Hardware: Lenovo M900 mini PC 16 GB RAM | LAN interface- em0- Intel(R) I219-LM SPT-H(2) | WAN interface - igb0 - Intel(R) I210 (Copper)
OPNsense version: 25.1.7_4-amd64 running on bare metal
Topology: Internet --> OPNsense --> unmanaged switch --> Sophos XG135 running SFOS 21.0.1 (Static IP) --> LAN devices
Issue:
Hi folks
The LAN interface is not reachable from any of the LAN devices, or the Sophos box whenever there is an interruption on the OPNSense LAN interface. It could be a reboot after a OPNSense software upgrade, or the OPNSense LAN cable being unpatched and repatched again. The em0 interface is up when I check via console, but does not respond to ping unless I power off the box and power it back up; or issue the ifconfig em0 down | up command. The WAN interface operates normally when this happens.
I tested by connecting the Sophos box directly, and using a unmanaged switch; but the result is the same. MTU is set to 1500 on both sides, and the BIOS on the Lenovo Box is the most recent one.
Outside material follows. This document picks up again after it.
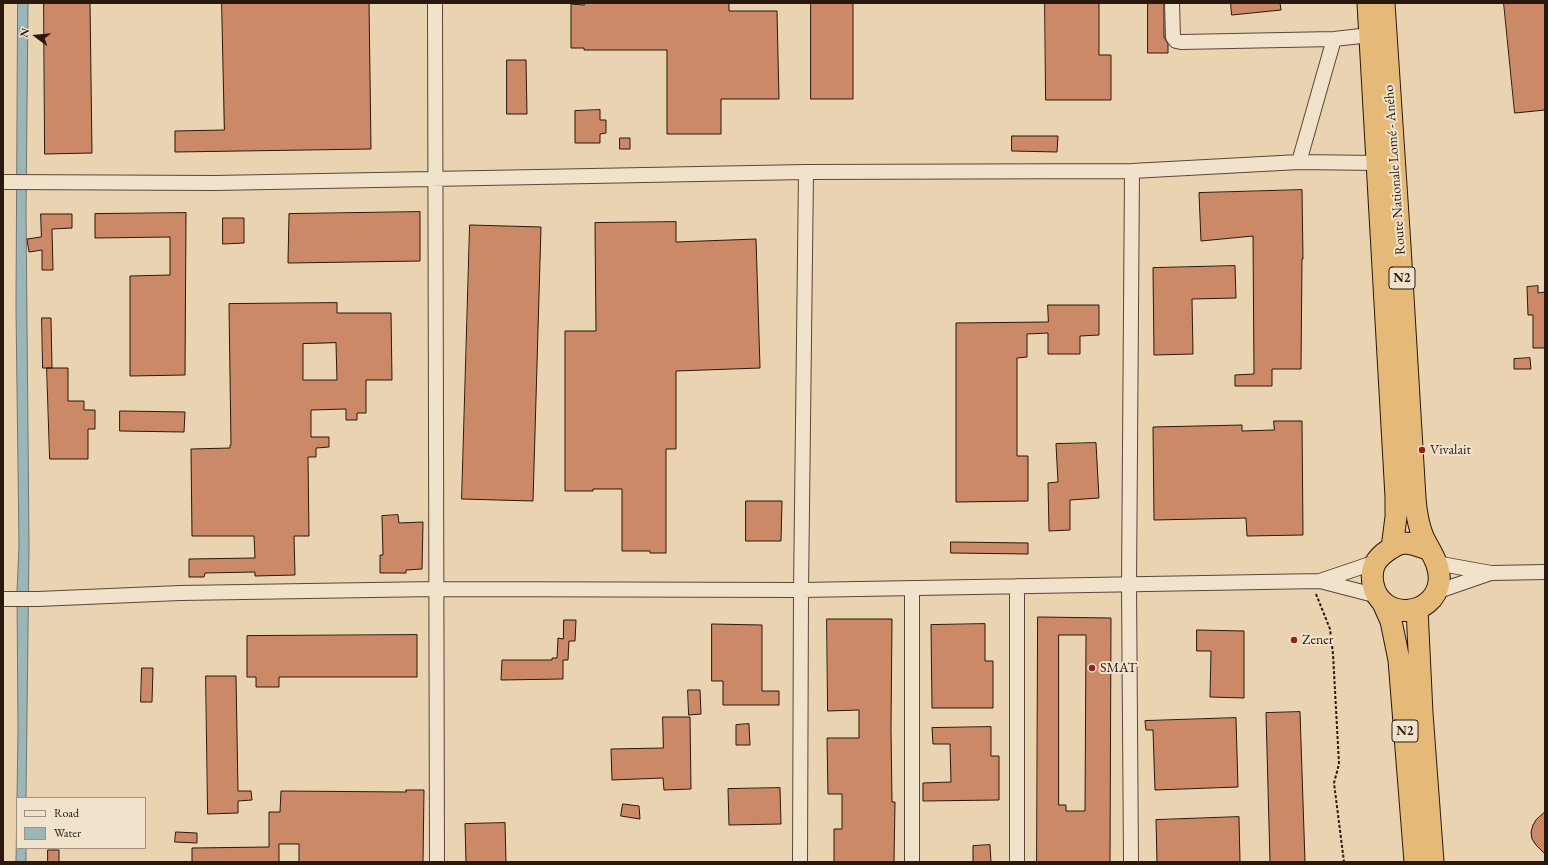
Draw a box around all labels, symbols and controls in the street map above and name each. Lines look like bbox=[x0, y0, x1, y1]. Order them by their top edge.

This issue has persisted for quite some time, will appreciate some tips on how to resolve this issue.
Update: I replaced the OPNSense box with a spare Ubiquiti ER-X with exactly the same IP address combination and the same topology.
I did the following tests, and the connection was restored as soon as the ER-X device LAN interface was available.
- Unplug ER-X LAN interface
- Unplug Sophos WAN interface
- Reboot ER-X
I beleive this is definitely an issue with OPNSense.
Quote from: Lantern5 on June 11, 2025, 01:40:58 PMI believe this is definitely an issue with OPNSense.
Why, when you have also changed the hardware?
Your problem appears to be that after a reboot of the Opnsense box you need to reboot it, or the LAN interface, a second time before it will respond on em0. Is that correct? I ask because your description is a little ambiguous.
The behaviour of em0 contrasts with igb0 which continues to operate normally.
Realtek aside, I know of no other cases of similar behaviour under Opnsense, certainly not on several different boxes which I have used. Your own case shows that Opnsense has no difficulty on igb0.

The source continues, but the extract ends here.